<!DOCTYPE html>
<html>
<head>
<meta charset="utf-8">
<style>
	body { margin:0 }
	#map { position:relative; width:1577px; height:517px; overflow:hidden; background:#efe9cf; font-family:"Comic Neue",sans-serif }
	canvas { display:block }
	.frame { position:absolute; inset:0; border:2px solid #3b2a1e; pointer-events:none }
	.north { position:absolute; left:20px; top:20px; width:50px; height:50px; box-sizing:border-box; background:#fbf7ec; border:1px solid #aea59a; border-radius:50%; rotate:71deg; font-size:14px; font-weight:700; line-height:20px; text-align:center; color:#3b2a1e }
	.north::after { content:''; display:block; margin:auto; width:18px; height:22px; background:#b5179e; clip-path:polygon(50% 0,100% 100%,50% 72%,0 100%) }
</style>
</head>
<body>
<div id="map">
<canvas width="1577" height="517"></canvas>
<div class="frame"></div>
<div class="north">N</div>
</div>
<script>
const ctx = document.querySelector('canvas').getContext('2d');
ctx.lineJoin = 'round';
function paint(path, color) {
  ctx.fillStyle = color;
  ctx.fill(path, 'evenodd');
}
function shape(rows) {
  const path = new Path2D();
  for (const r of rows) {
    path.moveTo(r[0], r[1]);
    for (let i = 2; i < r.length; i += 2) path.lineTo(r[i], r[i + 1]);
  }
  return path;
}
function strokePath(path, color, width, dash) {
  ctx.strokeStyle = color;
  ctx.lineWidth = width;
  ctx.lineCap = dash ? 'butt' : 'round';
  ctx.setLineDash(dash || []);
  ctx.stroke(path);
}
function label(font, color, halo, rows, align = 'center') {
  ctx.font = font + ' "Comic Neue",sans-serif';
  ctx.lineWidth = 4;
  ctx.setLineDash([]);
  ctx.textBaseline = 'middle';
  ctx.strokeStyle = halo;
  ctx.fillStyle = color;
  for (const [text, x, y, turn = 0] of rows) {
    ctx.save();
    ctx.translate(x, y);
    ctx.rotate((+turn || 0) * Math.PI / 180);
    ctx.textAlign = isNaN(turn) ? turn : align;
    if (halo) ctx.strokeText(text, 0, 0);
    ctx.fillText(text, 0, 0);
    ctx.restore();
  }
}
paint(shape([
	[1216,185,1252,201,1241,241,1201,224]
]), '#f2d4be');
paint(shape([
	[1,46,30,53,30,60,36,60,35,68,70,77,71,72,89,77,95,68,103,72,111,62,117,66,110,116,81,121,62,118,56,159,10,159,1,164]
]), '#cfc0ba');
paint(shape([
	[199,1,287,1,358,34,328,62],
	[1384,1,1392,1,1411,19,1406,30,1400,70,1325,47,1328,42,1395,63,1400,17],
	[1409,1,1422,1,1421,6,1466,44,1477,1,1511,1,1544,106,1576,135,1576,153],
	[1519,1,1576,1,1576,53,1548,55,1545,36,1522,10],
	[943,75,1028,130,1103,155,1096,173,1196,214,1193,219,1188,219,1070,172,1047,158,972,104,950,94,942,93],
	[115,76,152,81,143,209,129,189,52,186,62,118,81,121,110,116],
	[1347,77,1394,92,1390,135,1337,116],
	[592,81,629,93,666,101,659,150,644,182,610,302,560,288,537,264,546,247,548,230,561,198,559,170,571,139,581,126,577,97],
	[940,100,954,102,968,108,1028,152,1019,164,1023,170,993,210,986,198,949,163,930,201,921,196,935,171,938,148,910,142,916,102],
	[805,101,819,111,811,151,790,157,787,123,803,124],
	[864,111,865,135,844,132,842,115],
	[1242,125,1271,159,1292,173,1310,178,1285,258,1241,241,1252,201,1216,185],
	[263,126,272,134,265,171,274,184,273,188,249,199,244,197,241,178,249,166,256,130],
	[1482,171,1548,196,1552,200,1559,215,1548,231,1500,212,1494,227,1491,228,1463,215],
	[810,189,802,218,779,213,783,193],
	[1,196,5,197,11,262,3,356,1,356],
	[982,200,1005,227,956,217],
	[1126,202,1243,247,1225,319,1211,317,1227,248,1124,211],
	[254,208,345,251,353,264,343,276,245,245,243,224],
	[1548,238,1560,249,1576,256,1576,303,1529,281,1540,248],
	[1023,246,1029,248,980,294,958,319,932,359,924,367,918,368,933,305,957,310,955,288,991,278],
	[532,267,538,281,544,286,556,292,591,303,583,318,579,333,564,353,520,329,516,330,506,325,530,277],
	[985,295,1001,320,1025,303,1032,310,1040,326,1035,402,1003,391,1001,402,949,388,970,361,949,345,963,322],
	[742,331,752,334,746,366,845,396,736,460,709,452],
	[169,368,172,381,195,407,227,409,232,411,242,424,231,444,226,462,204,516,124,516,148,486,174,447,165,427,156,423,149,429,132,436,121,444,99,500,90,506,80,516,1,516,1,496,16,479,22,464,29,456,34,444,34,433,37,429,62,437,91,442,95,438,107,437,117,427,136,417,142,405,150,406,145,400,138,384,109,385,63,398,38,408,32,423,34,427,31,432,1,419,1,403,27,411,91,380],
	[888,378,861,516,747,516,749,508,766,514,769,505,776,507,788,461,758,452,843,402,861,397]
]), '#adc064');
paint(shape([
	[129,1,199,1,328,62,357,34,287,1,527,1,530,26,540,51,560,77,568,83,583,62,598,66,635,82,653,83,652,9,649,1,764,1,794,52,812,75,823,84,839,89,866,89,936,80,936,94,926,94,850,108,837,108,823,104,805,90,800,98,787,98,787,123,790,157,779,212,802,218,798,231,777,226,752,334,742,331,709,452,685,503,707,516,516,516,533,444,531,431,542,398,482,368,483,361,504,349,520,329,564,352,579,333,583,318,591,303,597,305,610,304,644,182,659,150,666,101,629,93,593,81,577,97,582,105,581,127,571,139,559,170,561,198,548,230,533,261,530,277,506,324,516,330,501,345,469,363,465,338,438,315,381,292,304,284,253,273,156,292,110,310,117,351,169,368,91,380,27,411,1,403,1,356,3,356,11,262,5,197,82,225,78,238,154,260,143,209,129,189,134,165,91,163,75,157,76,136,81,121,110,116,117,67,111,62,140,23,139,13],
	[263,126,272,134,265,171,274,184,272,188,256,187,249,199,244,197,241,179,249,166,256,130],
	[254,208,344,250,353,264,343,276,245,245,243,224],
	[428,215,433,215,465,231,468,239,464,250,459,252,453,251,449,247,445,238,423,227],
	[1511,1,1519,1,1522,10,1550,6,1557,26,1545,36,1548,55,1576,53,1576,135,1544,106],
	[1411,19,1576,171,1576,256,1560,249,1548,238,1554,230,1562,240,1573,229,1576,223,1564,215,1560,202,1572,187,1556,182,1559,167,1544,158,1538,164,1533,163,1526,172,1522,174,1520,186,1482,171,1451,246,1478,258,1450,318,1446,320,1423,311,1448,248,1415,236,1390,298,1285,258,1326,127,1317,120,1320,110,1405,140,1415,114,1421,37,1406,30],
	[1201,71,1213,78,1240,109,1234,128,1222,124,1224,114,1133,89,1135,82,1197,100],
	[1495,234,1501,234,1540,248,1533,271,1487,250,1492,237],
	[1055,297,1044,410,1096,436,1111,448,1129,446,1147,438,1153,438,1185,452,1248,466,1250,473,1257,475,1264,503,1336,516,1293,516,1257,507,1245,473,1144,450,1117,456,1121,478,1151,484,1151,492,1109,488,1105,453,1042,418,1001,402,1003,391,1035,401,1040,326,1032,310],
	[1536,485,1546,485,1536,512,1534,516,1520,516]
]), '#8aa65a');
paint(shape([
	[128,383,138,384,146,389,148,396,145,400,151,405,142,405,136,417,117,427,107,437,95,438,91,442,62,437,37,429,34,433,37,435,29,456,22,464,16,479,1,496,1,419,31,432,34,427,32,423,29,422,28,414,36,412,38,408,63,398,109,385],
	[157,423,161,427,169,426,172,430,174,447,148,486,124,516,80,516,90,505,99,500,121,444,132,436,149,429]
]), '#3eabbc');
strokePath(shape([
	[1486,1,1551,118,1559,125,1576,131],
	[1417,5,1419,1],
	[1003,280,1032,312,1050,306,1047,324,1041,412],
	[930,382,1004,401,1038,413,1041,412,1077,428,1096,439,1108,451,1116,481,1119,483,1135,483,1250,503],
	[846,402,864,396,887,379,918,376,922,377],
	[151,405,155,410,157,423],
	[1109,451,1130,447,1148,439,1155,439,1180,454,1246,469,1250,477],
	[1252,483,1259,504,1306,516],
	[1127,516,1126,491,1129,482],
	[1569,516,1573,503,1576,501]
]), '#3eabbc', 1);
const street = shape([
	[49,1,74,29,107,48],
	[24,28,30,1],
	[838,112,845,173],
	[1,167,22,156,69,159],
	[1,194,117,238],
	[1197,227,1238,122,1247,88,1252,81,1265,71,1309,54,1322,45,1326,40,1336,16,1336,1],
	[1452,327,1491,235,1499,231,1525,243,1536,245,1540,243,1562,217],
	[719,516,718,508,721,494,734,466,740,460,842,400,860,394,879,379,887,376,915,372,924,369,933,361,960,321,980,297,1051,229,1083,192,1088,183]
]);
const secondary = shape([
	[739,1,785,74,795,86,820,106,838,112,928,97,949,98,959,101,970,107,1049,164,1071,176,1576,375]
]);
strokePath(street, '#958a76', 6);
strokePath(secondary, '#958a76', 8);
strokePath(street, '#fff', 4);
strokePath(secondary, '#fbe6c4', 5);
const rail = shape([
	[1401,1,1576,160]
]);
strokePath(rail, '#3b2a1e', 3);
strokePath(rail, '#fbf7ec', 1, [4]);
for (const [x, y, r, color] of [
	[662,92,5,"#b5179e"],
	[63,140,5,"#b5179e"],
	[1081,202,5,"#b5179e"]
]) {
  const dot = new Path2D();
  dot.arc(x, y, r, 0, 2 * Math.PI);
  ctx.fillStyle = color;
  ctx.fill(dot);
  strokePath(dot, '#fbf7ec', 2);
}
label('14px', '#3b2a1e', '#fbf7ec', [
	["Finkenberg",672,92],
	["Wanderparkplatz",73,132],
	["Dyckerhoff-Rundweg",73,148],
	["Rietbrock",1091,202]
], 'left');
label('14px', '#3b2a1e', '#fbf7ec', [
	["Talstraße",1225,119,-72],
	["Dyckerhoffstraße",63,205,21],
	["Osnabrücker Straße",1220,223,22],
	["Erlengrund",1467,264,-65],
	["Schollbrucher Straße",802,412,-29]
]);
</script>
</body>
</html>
++++++
> **Problem details**: The lines holding the string "Math" in the listing above are what you should copy out.

> **Answer space**:
    ctx.rotate((+turn || 0) * Math.PI / 180);
  dot.arc(x, y, r, 0, 2 * Math.PI);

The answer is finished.